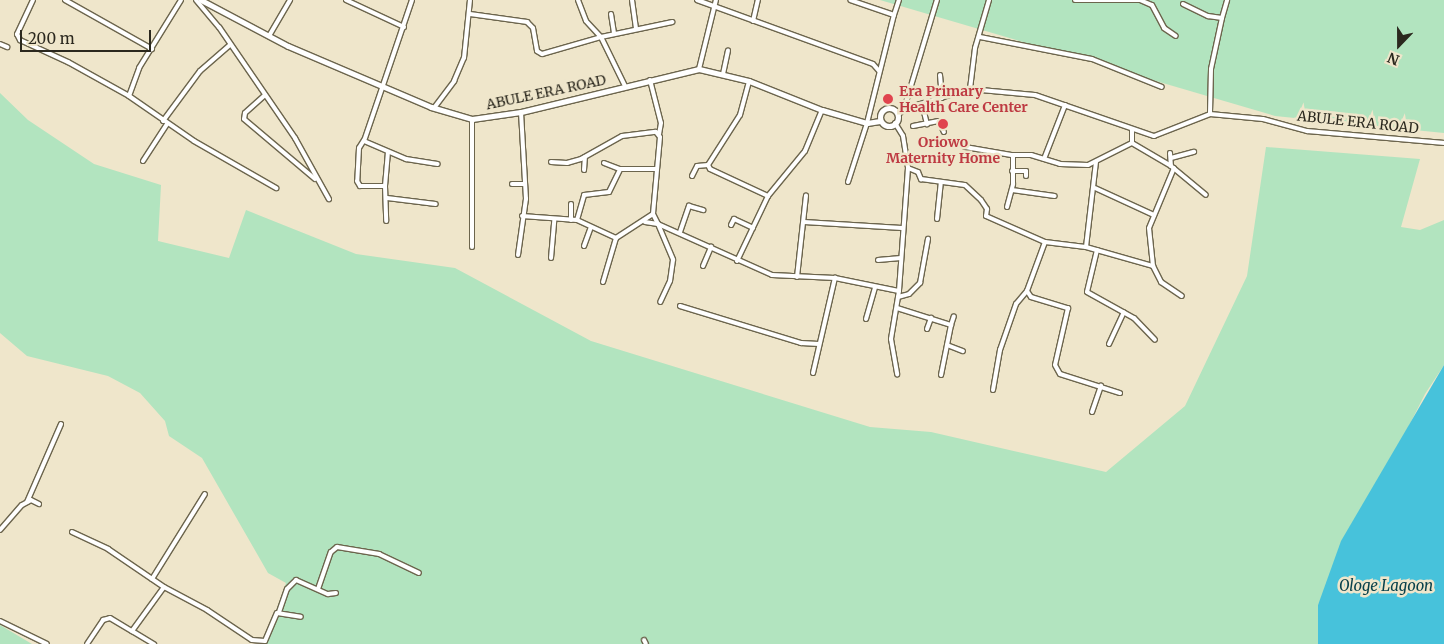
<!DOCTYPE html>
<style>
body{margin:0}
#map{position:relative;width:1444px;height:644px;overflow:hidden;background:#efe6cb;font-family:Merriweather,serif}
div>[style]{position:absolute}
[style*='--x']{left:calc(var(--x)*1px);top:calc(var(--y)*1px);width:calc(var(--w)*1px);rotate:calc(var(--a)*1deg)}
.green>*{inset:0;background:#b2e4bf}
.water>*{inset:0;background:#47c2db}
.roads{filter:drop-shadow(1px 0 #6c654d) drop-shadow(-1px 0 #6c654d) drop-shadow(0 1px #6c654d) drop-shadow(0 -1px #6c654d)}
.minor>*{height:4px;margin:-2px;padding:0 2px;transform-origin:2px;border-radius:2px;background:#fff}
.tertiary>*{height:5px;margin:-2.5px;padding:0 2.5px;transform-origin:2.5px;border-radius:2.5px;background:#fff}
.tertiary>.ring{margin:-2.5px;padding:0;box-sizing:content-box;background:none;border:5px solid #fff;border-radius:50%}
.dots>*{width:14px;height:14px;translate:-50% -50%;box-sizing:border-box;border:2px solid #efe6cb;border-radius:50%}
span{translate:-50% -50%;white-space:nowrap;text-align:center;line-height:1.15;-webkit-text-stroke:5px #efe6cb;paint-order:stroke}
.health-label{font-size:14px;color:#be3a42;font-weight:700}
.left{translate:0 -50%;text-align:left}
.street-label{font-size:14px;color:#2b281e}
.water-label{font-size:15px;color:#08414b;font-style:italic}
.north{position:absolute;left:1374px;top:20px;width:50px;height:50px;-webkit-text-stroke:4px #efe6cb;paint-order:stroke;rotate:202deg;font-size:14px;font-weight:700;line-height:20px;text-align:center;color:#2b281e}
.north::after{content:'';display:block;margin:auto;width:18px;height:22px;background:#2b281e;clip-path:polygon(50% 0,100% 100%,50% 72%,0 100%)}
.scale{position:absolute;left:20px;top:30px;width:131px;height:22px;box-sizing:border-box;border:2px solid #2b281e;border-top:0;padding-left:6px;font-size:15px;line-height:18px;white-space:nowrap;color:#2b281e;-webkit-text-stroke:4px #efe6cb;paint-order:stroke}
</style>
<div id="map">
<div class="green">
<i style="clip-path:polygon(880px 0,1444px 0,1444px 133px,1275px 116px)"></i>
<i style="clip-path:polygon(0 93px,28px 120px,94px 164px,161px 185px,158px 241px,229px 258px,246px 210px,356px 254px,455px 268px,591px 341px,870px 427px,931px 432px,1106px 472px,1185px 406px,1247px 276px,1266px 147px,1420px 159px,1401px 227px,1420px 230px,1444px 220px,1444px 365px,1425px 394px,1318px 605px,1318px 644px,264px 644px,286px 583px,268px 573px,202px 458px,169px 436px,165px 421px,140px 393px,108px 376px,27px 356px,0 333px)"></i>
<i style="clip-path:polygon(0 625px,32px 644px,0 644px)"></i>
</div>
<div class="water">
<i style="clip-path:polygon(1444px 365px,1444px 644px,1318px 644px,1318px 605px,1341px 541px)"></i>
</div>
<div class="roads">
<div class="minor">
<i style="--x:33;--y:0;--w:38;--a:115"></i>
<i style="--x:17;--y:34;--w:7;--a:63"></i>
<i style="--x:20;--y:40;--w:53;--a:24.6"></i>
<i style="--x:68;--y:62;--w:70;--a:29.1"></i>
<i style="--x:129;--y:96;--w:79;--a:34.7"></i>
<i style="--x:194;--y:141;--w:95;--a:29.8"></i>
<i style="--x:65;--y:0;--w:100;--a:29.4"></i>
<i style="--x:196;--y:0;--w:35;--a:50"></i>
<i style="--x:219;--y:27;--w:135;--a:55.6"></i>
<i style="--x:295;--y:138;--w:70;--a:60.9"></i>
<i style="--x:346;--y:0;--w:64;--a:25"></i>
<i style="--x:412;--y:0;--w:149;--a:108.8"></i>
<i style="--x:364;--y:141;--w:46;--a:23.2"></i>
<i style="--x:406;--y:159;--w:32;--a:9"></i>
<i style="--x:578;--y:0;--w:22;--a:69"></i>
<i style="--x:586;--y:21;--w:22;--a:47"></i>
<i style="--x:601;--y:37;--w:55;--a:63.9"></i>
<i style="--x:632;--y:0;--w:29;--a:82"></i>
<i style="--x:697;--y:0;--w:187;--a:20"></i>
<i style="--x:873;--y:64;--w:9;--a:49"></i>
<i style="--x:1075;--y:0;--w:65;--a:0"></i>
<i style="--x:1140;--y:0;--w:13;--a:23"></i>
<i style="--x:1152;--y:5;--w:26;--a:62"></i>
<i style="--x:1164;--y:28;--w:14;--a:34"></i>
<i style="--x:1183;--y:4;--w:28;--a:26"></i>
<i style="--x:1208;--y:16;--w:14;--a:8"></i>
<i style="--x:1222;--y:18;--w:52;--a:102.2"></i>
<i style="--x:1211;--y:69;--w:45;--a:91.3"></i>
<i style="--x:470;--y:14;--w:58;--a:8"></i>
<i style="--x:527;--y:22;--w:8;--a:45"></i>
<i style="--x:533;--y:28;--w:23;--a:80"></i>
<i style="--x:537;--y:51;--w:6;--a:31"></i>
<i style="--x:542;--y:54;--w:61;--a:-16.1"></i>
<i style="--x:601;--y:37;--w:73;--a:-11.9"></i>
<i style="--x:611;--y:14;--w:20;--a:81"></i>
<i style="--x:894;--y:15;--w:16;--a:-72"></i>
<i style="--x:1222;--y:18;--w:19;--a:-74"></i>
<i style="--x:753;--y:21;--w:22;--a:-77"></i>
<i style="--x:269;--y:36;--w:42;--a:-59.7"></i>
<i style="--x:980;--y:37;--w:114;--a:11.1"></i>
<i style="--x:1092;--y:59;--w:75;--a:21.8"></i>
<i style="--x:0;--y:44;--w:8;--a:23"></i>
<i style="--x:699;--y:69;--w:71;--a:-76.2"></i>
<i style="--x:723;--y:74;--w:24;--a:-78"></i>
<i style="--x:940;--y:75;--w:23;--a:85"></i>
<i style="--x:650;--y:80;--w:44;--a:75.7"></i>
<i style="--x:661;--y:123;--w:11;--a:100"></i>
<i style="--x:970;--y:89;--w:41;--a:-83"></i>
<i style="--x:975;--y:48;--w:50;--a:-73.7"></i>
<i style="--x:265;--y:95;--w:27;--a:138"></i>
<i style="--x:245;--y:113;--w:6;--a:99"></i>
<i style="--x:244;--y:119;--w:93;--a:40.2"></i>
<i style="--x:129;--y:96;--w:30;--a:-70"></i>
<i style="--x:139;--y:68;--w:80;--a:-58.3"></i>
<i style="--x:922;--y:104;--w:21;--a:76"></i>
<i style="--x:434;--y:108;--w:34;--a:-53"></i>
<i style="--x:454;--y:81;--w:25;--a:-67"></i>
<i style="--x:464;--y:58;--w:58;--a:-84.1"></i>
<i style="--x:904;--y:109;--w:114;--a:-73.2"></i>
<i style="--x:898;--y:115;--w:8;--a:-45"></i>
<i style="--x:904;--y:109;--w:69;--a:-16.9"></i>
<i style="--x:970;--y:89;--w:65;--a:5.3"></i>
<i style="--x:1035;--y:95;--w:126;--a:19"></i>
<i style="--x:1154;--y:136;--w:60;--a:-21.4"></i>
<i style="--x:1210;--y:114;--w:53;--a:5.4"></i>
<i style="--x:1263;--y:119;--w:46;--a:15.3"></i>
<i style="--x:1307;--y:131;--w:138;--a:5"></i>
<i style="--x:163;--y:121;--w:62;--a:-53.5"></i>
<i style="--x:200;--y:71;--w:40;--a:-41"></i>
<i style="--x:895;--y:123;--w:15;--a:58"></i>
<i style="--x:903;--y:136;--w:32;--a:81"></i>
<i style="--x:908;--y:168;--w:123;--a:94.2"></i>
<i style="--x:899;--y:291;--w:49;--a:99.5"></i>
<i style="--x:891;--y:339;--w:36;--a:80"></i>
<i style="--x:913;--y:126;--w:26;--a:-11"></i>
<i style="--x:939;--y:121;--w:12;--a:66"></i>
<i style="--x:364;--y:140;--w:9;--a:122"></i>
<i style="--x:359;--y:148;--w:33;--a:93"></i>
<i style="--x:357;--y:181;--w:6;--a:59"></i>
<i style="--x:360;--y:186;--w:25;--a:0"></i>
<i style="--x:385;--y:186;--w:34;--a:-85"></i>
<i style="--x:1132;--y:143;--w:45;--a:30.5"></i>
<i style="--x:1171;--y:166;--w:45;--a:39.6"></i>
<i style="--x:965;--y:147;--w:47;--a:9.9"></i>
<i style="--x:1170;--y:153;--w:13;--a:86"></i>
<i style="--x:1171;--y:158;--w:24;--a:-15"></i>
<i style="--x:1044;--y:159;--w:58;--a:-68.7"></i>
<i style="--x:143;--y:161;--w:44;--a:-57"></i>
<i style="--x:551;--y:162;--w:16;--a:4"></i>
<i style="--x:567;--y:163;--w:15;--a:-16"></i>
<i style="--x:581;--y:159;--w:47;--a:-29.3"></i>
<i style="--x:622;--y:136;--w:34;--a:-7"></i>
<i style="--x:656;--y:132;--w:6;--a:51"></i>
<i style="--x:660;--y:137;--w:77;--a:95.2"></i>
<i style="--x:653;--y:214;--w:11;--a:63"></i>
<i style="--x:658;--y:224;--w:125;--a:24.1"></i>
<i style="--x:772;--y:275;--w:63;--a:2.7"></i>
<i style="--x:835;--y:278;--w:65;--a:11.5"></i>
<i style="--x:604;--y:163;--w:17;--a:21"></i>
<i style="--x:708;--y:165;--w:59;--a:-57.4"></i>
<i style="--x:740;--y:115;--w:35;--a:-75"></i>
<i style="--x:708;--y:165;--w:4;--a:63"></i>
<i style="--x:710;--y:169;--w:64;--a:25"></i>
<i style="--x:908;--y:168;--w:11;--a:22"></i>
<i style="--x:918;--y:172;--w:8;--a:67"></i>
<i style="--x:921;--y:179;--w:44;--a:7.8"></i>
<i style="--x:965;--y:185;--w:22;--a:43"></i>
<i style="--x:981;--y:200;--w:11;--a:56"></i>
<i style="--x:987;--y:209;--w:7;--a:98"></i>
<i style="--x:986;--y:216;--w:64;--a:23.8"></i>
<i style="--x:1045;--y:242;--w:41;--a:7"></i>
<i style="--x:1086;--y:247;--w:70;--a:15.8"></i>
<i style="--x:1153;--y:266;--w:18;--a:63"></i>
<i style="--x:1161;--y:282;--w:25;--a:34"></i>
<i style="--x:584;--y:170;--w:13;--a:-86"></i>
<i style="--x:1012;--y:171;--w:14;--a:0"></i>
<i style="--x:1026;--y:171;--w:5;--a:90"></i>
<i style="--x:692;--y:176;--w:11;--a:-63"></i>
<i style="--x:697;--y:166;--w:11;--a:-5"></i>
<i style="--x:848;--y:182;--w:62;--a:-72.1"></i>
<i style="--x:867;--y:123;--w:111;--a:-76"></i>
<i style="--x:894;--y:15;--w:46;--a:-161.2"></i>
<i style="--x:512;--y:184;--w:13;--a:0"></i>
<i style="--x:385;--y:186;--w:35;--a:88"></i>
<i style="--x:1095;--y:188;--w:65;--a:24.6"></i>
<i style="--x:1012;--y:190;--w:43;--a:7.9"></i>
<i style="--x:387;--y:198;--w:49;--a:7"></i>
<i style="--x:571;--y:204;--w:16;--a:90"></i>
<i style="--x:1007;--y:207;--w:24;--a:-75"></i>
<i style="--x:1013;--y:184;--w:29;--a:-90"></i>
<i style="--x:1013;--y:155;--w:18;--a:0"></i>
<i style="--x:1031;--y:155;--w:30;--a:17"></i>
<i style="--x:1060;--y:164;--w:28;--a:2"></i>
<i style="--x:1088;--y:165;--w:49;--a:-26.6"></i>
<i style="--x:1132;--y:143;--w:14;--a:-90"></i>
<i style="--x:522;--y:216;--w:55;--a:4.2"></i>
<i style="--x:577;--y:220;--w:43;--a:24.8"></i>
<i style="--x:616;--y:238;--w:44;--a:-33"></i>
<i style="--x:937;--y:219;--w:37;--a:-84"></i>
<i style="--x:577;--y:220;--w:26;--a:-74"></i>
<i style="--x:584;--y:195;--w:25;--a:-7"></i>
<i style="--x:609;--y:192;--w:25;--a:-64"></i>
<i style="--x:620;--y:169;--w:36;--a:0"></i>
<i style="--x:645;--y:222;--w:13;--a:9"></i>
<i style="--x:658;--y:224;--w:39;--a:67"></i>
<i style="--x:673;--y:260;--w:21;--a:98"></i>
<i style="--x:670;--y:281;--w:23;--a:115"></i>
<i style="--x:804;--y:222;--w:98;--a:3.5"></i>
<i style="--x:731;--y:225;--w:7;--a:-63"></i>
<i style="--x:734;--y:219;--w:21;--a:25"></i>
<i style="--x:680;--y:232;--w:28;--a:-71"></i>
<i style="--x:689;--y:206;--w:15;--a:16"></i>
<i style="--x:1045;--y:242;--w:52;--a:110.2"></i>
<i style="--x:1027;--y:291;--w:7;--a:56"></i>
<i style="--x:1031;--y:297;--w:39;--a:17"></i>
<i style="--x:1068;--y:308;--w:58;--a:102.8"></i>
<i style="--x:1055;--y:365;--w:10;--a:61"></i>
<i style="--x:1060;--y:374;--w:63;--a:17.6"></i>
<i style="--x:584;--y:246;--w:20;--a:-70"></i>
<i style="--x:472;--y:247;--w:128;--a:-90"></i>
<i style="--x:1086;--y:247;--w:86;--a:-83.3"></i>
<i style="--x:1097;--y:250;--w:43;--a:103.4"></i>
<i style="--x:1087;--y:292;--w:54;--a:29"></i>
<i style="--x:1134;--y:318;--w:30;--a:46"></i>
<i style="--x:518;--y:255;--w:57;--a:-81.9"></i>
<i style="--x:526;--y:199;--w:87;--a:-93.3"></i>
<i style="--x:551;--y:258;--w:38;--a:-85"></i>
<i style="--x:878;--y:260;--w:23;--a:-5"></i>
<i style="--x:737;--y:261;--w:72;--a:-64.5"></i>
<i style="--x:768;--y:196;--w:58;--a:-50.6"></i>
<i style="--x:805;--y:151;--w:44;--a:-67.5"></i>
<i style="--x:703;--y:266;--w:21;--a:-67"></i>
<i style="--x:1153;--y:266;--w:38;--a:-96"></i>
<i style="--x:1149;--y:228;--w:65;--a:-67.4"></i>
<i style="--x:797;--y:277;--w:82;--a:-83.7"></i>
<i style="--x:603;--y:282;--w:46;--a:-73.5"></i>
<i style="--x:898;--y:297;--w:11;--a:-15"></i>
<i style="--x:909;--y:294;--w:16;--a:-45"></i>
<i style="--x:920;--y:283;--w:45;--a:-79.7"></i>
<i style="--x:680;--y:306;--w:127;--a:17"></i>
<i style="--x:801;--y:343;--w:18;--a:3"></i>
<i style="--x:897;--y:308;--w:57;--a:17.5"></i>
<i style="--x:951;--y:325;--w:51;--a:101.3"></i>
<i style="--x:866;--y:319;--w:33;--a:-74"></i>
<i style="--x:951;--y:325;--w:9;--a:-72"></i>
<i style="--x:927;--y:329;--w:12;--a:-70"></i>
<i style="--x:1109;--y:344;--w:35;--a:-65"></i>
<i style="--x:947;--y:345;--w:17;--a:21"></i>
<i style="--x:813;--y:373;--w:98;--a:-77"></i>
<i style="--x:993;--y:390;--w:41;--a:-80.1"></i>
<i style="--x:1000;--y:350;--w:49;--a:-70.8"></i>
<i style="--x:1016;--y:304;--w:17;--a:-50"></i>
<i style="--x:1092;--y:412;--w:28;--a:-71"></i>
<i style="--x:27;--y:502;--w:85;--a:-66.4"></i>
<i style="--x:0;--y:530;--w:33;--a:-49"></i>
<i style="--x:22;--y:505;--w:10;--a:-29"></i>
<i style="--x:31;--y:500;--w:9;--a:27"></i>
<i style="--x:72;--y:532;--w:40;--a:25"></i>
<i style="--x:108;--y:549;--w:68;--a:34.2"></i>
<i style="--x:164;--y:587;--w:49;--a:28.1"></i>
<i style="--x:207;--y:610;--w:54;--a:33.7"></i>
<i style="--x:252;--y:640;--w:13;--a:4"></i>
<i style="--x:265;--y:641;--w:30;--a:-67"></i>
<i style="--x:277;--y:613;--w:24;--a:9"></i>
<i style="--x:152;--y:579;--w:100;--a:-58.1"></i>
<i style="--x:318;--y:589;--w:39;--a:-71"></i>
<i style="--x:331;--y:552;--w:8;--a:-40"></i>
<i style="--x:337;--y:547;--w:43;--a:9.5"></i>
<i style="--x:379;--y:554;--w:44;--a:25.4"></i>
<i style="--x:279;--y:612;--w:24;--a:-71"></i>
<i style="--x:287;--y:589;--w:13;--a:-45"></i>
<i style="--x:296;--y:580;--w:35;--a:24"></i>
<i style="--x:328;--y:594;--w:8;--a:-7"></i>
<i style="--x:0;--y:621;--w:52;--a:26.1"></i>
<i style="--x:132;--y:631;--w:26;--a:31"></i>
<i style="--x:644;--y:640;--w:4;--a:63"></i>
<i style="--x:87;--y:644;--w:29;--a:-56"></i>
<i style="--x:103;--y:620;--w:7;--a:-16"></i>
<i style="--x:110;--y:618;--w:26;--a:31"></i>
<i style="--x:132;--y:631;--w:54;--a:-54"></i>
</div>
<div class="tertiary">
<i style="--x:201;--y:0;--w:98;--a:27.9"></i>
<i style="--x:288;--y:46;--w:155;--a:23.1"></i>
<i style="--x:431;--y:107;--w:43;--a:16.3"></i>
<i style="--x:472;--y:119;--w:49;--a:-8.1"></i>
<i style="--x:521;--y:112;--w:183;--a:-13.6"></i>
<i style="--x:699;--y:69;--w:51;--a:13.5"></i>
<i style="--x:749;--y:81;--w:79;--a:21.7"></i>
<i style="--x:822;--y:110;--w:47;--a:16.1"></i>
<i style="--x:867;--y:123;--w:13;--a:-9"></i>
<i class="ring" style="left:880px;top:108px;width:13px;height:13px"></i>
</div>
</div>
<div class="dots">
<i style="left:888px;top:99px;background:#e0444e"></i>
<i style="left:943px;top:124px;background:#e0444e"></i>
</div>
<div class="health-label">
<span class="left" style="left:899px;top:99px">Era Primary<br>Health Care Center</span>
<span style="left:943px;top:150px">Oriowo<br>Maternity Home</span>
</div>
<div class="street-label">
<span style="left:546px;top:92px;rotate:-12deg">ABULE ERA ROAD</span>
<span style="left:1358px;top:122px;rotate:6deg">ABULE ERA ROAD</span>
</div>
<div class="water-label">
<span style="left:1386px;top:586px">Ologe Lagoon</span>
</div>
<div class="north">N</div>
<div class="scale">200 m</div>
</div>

--------------------

■ **WHAT IS BEING ASKED**
Copy every line of the entries in which "roads" can be found.

■ **RESULT OF THE TASK**
.roads{filter:drop-shadow(1px 0 #6c654d) drop-shadow(-1px 0 #6c654d) drop-shadow(0 1px #6c654d) drop-shadow(0 -1px #6c654d)}
<div class="roads">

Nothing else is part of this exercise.